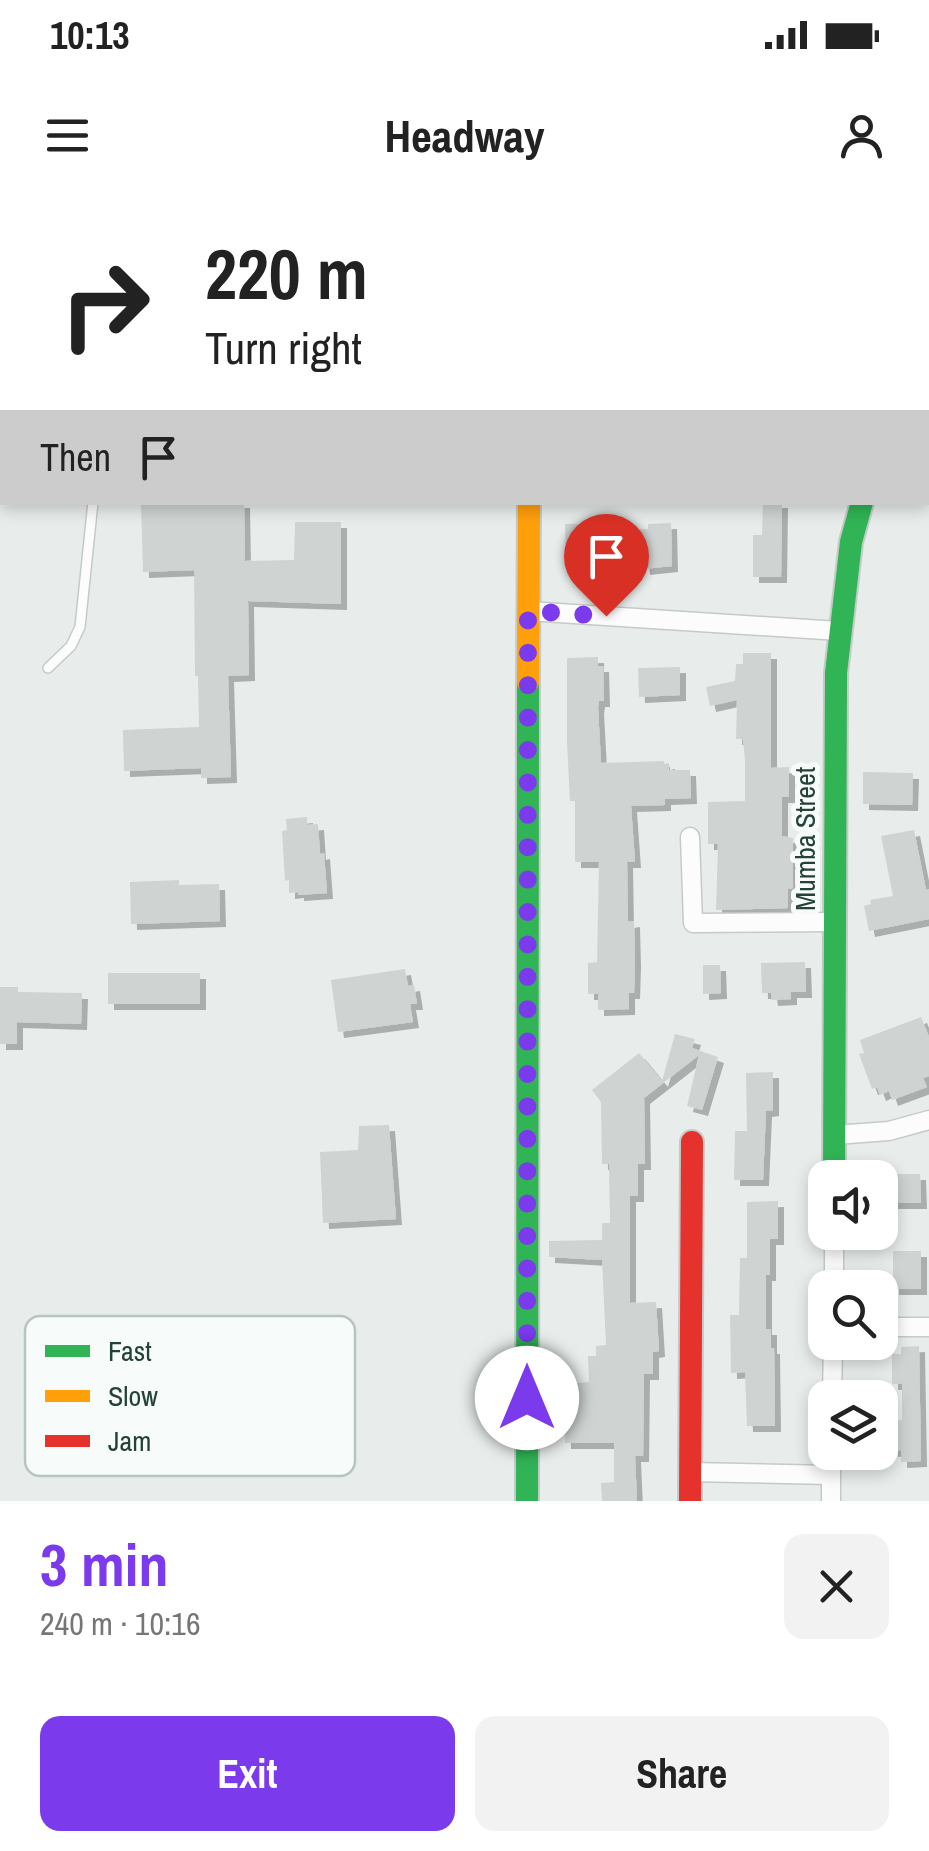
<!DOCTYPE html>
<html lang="en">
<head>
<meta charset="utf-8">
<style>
  body { margin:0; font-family:"Archivo Narrow",sans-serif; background:#f2f2f2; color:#222; height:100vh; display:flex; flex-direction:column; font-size:38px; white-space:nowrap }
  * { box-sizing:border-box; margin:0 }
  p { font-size:32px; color:#767676 }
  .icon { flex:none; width:55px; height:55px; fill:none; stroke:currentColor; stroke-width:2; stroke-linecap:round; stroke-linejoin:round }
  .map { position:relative; height:1301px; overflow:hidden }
  .panel { display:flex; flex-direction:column; background:#fff; flex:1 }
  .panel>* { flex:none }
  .banner { position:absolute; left:0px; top:0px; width:930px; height:305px; box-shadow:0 5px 15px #0003; background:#fff; color:#222; overflow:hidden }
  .tools { position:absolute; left:808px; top:960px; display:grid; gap:20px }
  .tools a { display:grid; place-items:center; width:90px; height:90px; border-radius:20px; background:#fff; box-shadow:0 5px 15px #0003; font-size:50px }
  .pin { position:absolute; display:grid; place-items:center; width:85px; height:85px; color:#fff; margin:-102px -42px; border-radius:50% 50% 50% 0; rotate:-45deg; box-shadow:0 0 10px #0007 }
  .pin .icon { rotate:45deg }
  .me { position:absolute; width:110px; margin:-55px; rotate:0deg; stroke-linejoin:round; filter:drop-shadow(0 0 8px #0008) }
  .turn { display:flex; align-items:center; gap:35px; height:210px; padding:0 40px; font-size:45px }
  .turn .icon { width:130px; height:130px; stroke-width:2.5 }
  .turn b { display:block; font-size:70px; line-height:85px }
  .then { display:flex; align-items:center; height:95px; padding:0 40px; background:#0003; gap:20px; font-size:38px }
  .round { display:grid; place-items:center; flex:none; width:105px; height:105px; border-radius:20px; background:#f2f2f2 }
  .summary { display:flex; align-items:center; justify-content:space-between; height:170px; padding:0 40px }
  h1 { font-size:60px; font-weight:800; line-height:75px; color:#7c3aed }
  .action { display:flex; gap:20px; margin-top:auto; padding:20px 40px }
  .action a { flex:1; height:115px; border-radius:20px; background:#7c3aed; color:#fff; font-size:40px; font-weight:800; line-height:115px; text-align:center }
  .action a+a { background:#f2f2f2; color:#222 }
  .status { display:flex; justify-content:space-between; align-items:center; height:70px; padding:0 50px; background:#fff; direction:ltr }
  .status svg { height:28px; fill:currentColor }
  header { display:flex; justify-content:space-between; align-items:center; height:130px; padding:0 40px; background:#fff; font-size:45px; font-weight:800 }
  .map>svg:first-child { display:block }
</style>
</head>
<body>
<div class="status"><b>10:13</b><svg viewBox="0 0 49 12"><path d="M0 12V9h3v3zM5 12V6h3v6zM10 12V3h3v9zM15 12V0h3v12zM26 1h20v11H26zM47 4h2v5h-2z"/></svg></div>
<header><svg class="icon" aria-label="menu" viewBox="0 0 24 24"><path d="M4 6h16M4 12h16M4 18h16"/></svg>Headway<svg class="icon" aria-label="person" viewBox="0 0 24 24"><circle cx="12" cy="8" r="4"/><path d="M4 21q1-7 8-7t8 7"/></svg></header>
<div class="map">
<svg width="929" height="1301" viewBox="0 0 929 1301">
  <defs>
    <filter id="shadow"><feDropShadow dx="6" dy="6" stdDeviation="0" flood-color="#0004"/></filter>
  </defs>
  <rect width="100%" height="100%" fill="#e8edeb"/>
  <path fill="#d6dedb" d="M 0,0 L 492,0 L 492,2 L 2,2 L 0,201 Z"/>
  <g fill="#cfd4d2" filter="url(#shadow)">
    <path d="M 141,302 L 244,302 L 245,361 L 294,360 L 295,322 L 341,322 L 341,404 L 248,401 L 249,475 L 228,476 L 231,577 L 201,578 L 201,568 L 124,571 L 123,530 L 199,527 L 198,476 L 195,476 L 194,370 L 143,372 Z"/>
    <path d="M 763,302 L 782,302 L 781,377 L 753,377 L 753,335 L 762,335 Z"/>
    <path d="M 605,323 L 605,330 L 648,329 L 648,324 L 671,323 L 672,366 L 644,369 L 643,357 L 600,359 L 601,367 L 566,369 L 565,324 Z"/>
    <path d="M 743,453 L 771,453 L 771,568 L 789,567 L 789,597 L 782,597 L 782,636 L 793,638 L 793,688 L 788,689 L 788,708 L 716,710 L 718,644 L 708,644 L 708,602 L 745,601 L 745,561 L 743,539 L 736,539 L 737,500 L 710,506 L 706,487 L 735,481 L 736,464 L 743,464 Z"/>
    <path d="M 598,457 L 598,466 L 603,466 L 604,501 L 599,501 L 598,508 L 601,563 L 664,561 L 664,564 L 669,563 L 669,570 L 690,570 L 691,598 L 665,599 L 665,605 L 631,606 L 635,662 L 627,662 L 628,722 L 634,721 L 635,761 L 634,793 L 629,793 L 629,809 L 598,810 L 598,794 L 588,794 L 588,763 L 597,762 L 599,662 L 575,662 L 575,601 L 570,601 L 567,543 L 567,458 Z"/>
    <path d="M 680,467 L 680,495 L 639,497 L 638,468 Z"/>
    <path d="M 863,572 L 913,573 L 912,605 L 863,604 Z"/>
    <path d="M 307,617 L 307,625 L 318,624 L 320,654 L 324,653 L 327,693 L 298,695 L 298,692 L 289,693 L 289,680 L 285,681 L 282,631 L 287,630 L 286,619 Z"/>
    <path d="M 914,630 L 926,690 L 929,689 L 929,719 L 869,731 L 864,706 L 871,704 L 870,700 L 893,696 L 881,636 Z"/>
    <path d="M 179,680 L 179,685 L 219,684 L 220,721 L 131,724 L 130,682 Z"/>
    <path d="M 805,762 L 806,792 L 791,792 L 791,799 L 772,800 L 771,793 L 762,793 L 761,763 Z"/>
    <path d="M 703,765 L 720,765 L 721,793 L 703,794 Z"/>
    <path d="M 405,769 L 408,786 L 414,785 L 417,804 L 410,804 L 413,822 L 338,832 L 331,780 Z"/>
    <rect x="108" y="773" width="92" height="31"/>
    <path d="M 0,787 L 18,787 L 18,792 L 82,793 L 81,824 L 17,822 L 17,844 L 0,844 Z"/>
    <path d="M 921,817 L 929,837 L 929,876 L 923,878 L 927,887 L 892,900 L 889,891 L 880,895 L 877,887 L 872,889 L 859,854 L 864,853 L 860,840 Z"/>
    <path d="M 675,834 L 695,839 L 692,848 L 718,857 L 702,910 L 687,906 L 699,855 L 644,898 L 645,964 L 638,964 L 638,996 L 630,996 L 630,1103 L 656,1102 L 659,1151 L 653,1152 L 653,1174 L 644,1174 L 643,1256 L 635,1256 L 637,1301 L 602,1301 L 601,1283 L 614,1282 L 614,1243 L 565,1243 L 564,1184 L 589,1182 L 588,1156 L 596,1156 L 596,1146 L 606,1145 L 602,1060 L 549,1057 L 549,1041 L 602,1040 L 602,1023 L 610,1023 L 609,964 L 602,964 L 601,902 L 592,890 L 639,853 L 662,881 Z"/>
    <path d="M 773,872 L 773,910 L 766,911 L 763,980 L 734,980 L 735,931 L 747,931 L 746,873 Z"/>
    <path d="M 389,925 L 396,1019 L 323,1023 L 320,952 L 358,950 L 359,926 Z"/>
    <path d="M 882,974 L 920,974 L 921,1003 L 882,1003 Z"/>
    <path d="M 778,1001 L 778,1039 L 770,1039 L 770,1075 L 766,1075 L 766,1129 L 771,1129 L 771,1148 L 774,1148 L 775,1226 L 747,1226 L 745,1172 L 731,1173 L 730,1115 L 739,1115 L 740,1058 L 747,1058 L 747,1002 Z"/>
    <rect x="893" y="1051" width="28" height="38"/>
    <path d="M 919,1146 L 921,1261 L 901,1262 L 901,1250 L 892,1251 L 891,1221 L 902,1220 L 902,1184 L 892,1184 L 892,1154 L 901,1154 L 901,1147 Z"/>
  </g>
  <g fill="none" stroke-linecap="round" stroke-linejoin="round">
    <defs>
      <path id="lane" d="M 48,468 L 71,446 L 80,427 L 93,302"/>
      <g id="street">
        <path d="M 529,0 L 529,2"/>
        <path d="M 905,0 L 907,2"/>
        <path d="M 928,41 L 929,44"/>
        <path d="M 928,198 L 929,196"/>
        <path d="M 528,411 L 839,431"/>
        <path d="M 690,637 L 693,723 L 834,722"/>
        <path d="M 835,935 L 889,931 L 929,920"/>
        <path d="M 834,1088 L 834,1032"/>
        <path d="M 880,1127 L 929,1127"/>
        <path d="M 832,1198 L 833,1142"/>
        <path d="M 831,1252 L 831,1301"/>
        <path d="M 690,1272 L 831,1275"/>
      </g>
      <g id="fast">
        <path d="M 834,978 L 836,473 L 851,342 L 862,302"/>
        <path d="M 527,1301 L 528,482"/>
      </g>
      <path id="slow" d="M 528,482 L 529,302"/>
      <path id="jam" d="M 690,1301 L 692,942"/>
    </defs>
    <use href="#lane" stroke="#c5cac8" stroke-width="12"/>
    <use href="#street" stroke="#c5cac8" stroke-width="21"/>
    <use href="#fast" stroke="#c3cbc8" stroke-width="26"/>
    <use href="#slow" stroke="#c3cbc8" stroke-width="26"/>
    <use href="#jam" stroke="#c3cbc8" stroke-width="26"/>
    <use href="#lane" stroke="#fcfcfc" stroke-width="9"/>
    <use href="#street" stroke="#fcfcfc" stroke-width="18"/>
    <use href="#fast" stroke="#30b455" stroke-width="22"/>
    <use href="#slow" stroke="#ff9f0a" stroke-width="22"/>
    <use href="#jam" stroke="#e5322d" stroke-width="22"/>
  </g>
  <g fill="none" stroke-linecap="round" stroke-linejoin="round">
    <path stroke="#7c3aed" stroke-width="18" stroke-dasharray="0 32.4" d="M 527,1198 L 528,411 L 606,416"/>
  </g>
  <g text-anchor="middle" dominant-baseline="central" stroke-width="10" stroke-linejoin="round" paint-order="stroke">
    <g font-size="28" fill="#24423a" stroke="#f7fbf9">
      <text transform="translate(805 639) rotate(-90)">Mumba Street</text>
    </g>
  </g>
  <rect x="25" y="1116" width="330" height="160" rx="15" fill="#f7fbf9" stroke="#b8c4c0" stroke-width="2.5"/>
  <rect x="45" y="1145" width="45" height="12" fill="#30b455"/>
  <rect x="45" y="1190" width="45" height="12" fill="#ff9f0a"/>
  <rect x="45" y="1235" width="45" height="12" fill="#e5322d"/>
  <g font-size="28" fill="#24423a">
    <text x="108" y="1161">Fast</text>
    <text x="108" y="1206">Slow</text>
    <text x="108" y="1251">Jam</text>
  </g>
</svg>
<div class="tools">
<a><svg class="icon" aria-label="sound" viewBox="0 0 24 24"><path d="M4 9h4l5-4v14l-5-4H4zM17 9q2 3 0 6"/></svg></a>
<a><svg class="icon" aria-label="search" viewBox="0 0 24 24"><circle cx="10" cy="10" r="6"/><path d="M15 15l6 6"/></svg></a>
<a><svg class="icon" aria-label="layers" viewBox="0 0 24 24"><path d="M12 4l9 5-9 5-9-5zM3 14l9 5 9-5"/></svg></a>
</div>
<div class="pin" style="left:606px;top:416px;background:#d93025"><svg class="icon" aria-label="arrive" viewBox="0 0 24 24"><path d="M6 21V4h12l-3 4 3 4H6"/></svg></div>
<svg class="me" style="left:527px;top:1198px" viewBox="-20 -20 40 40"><circle r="19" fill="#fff"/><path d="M0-13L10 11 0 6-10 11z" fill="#7c3aed"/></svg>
<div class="banner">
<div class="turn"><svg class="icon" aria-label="right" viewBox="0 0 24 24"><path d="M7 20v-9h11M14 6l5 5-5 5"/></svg><div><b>220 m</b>Turn right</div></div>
<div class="then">Then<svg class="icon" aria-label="arrive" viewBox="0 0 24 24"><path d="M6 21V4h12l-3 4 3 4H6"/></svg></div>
</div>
</div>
<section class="panel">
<div class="summary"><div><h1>3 min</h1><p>240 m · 10:16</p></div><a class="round"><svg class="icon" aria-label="close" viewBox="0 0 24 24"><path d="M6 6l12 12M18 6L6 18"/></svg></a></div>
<div class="action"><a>Exit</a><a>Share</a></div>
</section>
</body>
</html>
····················
» **The task**: Exactly as written, please give again the lines from the beginning of the listing through the line containing "display:flex; align-items:center; height:95px;", inclusive, without any pictures.

» **Result below**:
<!DOCTYPE html>
<html lang="en">
<head>
<meta charset="utf-8">
<style>
  body { margin:0; font-family:"Archivo Narrow",sans-serif; background:#f2f2f2; color:#222; height:100vh; display:flex; flex-direction:column; font-size:38px; white-space:nowrap }
  * { box-sizing:border-box; margin:0 }
  p { font-size:32px; color:#767676 }
  .icon { flex:none; width:55px; height:55px; fill:none; stroke:currentColor; stroke-width:2; stroke-linecap:round; stroke-linejoin:round }
  .map { position:relative; height:1301px; overflow:hidden }
  .panel { display:flex; flex-direction:column; background:#fff; flex:1 }
  .panel>* { flex:none }
  .banner { position:absolute; left:0px; top:0px; width:930px; height:305px; box-shadow:0 5px 15px #0003; background:#fff; color:#222; overflow:hidden }
  .tools { position:absolute; left:808px; top:960px; display:grid; gap:20px }
  .tools a { display:grid; place-items:center; width:90px; height:90px; border-radius:20px; background:#fff; box-shadow:0 5px 15px #0003; font-size:50px }
  .pin { position:absolute; display:grid; place-items:center; width:85px; height:85px; color:#fff; margin:-102px -42px; border-radius:50% 50% 50% 0; rotate:-45deg; box-shadow:0 0 10px #0007 }
  .pin .icon { rotate:45deg }
  .me { position:absolute; width:110px; margin:-55px; rotate:0deg; stroke-linejoin:round; filter:drop-shadow(0 0 8px #0008) }
  .turn { display:flex; align-items:center; gap:35px; height:210px; padding:0 40px; font-size:45px }
  .turn .icon { width:130px; height:130px; stroke-width:2.5 }
  .turn b { display:block; font-size:70px; line-height:85px }
  .then { display:flex; align-items:center; height:95px; padding:0 40px; background:#0003; gap:20px; font-size:38px }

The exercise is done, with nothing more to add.